Csound can be thought of as a text-based modular synthesizer. Synthesizers are "built" inside of a text editor using modules called opcodes. Modules include various kinds of oscillators, filters, LFOs, and envelopes, but there are more unique opcodes for things like physical modeling, granular synthesis, additive resynthesis, and phase vocoding. There are ways to implement programming idioms, but Csound is not a programming language. This is a tool for musicians and musically-minded individuals, not a way for programmers to incorporate musical elements into their work. 

I learned about Csound 4 years ago, and have been using it quite intensely the past year and a half. It is one of my most used programs for synthesis and sound design. 



To start things off, I'd like to give four reasons why Csound sucks and is a terrible program to use:

1. It's old. The source code is an accumulation of over 20 years of work. It can be very difficult to incorporate Csound seamlessly with modern tools in a DAW. It has quirky old-timey conventions.

2. The score. It's a terribly old-fashioned text table with timings and other information which Csound will use to play instruments. Writing out note-sequences can be very time-consuming, and can be done much quicker in a DAW. 

3. The orchestra. It's basically the section of a Csound synthesizer where you build the synthesizer. It's only text, so it can be very hard to read at times. It's very hard to come up with sounds quickly in Csound, since they are typed out and not "patched" or "twiddled."

4. Everyone in the Csound community makes strange music that's hard to listen to. It's rare that you find a (good) Csound composition with a beat, something in 4/4 time, or even something with western tonality! To me, the stereotypical Csound composition is droney, with shrill blips and scary clusters of notes. 


Conversely, I also would like to give four reasons why Csound rocks and is an incredible tool for electronic music:

1. It's old. Not only that, but the community is very fervent on backwards compatibility. Csound compositions written twenty years ago can still run flawlessly on the most recent version of Csound. In the electronic music world, it is very typical to have to learn new software every 5 years or so, and to essentially lose any projects made with the older software (backwards compatibility is not a guarantee.) You take the time to Learn Csound, and your projects will be timeless.

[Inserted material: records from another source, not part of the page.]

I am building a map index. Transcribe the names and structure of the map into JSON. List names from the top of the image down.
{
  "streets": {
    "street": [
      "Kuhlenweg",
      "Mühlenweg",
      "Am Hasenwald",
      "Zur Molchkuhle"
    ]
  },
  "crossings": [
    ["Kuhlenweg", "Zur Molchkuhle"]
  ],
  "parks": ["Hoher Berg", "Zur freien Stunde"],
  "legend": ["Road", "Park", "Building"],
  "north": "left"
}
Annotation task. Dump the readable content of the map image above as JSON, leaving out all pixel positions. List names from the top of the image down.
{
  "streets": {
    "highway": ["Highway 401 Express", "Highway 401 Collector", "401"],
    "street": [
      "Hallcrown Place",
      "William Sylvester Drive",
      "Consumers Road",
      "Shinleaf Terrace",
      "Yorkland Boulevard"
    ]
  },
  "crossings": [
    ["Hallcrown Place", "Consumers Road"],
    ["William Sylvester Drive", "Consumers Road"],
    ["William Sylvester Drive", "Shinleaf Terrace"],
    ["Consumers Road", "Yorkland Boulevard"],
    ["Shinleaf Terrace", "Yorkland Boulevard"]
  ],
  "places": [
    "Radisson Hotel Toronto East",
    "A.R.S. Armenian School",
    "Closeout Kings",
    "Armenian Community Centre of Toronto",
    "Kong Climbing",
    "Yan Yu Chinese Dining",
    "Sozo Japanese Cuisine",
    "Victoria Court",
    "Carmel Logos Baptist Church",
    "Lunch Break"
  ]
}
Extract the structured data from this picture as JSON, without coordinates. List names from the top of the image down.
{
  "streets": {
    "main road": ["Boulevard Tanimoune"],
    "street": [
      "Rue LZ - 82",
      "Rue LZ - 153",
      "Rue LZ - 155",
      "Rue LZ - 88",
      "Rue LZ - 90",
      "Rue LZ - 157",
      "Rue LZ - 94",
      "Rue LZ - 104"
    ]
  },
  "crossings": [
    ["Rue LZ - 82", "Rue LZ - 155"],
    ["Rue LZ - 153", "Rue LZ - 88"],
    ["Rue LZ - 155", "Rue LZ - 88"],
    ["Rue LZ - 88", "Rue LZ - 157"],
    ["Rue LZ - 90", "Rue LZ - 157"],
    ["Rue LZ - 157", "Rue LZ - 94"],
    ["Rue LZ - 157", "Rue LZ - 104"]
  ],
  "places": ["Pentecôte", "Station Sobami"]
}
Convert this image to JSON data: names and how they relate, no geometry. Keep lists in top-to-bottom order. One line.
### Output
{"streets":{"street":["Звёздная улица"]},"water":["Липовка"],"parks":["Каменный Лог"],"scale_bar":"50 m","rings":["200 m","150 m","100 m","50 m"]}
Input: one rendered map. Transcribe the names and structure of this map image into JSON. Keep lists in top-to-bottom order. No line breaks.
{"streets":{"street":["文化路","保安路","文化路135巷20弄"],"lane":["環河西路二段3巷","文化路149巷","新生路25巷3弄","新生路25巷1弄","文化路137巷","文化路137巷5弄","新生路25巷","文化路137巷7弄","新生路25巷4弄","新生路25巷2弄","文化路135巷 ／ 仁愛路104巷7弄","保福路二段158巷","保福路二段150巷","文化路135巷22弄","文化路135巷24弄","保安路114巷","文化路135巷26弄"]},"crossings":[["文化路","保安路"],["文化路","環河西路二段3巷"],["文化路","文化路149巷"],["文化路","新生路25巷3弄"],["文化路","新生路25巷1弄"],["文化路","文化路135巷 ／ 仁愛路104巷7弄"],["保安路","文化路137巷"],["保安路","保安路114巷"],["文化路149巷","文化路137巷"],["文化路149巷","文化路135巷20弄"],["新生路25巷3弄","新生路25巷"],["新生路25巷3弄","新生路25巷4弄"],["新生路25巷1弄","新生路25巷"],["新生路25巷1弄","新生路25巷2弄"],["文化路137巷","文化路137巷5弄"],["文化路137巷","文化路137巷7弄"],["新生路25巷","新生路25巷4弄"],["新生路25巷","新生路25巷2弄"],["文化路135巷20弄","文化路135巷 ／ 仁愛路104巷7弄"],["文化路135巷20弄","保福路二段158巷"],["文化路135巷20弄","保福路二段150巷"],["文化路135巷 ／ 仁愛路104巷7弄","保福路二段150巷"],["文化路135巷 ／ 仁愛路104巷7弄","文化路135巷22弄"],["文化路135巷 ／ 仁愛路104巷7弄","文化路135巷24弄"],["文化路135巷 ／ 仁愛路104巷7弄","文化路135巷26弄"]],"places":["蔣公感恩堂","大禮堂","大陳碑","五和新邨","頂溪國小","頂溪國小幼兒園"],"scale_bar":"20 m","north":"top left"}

2. The score. it's only a text file. One can very easily generate scores for your instruments in any programming language with file I/O (which is basically every modern programming language.) Your scores are not bound by the constrictions found in a MIDI sequencer. I'll get more into this later, but things like audio-precise timing and floating point resolution parameters. 

3. The orchestra. It forces you to think at a very low level for sound design. Working with Csound, you will gain expert knowledge on how to make engaging and unique sounds with synthesizers. As an added bonus, this can be applied to any available commercial synthesizer. 

4. Everyone in the Csound community makes strange music that's hard to listen to. And that's a good thing. There is so much easy music out there. Hard music is food for your brain. As a musician, it's the hard music that makes you grow.